A135 Because this sanctification which is inherent in us is unfinished in us, as is apparent by the perpetual warfare between the flesh and the spirit in us, even in the best men. Therefore, in order that our persons might be acceptable to God, and consequently so that that which comes forth from us might please Him (for the life of the saints is as a kind of continual offering up of oneself,* to which the apostle exhorted us), another sanctification must intervene; clearly, another which is most full and whole in Christ, in whom our most kind Father, looking, might acquiesce, He who is a perpetual enemy to all uncleanness, and is the most just and merciful.

Q136 But why does He not completely sanctify us immediately?

A136 No, instead marvel at His goodness, in that He instills any little drop of regenerating grace in man. Yet why He defers the full sanctification of us into another age, there are many reasons, and chiefly two. One, because we are of little faith, and therefore, as much as is in us, we impede the inworking of the Holy Spirit.
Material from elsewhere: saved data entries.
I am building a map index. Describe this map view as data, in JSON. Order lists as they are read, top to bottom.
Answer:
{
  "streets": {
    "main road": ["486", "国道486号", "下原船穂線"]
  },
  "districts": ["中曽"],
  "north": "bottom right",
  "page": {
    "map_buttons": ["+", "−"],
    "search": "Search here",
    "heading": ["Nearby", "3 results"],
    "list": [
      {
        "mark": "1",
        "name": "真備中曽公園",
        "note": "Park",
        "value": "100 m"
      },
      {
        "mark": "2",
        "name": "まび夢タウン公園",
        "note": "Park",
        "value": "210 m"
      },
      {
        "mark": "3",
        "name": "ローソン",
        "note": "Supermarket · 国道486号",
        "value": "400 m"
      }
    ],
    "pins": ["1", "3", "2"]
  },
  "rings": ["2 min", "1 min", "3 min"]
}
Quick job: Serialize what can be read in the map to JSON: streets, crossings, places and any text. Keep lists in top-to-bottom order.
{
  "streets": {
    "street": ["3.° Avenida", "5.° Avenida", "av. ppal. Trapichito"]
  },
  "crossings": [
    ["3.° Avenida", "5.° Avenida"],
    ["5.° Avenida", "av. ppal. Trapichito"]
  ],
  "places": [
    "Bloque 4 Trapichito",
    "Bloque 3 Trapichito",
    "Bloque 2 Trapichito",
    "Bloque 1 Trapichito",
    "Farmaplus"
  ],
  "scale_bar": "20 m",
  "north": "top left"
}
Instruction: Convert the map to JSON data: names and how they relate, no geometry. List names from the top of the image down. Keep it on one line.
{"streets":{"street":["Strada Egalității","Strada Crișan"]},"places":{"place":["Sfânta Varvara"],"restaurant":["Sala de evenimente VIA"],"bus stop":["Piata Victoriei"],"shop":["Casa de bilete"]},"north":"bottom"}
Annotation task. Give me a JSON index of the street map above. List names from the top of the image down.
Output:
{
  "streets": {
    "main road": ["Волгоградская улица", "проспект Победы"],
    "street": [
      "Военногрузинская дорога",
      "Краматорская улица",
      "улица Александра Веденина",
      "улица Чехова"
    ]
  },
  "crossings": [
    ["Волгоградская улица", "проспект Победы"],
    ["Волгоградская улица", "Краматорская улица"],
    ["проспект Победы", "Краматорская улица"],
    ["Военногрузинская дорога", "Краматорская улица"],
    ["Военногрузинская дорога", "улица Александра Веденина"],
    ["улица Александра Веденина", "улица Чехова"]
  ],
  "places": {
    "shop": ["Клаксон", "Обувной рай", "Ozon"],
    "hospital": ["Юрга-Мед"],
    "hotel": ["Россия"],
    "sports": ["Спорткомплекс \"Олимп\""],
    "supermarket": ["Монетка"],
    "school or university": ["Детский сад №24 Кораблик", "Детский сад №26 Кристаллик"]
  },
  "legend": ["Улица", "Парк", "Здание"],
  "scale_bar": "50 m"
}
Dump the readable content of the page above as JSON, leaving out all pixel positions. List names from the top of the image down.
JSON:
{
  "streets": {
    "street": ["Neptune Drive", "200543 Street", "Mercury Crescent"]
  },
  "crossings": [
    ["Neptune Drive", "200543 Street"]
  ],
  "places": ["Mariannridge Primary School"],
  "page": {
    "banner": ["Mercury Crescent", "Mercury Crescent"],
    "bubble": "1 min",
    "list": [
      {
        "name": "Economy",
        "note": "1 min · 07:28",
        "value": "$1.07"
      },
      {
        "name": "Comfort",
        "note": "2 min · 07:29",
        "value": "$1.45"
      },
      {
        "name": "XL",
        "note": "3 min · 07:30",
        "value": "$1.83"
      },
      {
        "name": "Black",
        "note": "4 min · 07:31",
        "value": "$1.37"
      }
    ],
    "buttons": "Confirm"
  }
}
The second, so that, as we are saved by grace alone, and not by works, he who glories, should glory only in God. For if this sanctification were complete in us, our righteousness would also be complete, or inherent in us, and then Christ would not be wholly and properly our Saviour, but only the tool and instrument for disposing us in such a way that we might justify ourselves by our own righteousness, which is plainly the foul and detestable error of the Semi-Pelagian Sophists.37

37. Semi-Pelagianism was revived in the 16th Century by the Jesuit theologian Luis Molina, and emphasized man’s free will in obtaining his own salvation.

Theodore Beza, A Little Book of Christian Questions and Responses, ed. Dikran Y. Hadidian, trans. Kirk M. Summers, vol. 9, Princeton Theological Monograph Series (Eugene, OR: Pickwick Publications, 2009), 51–53.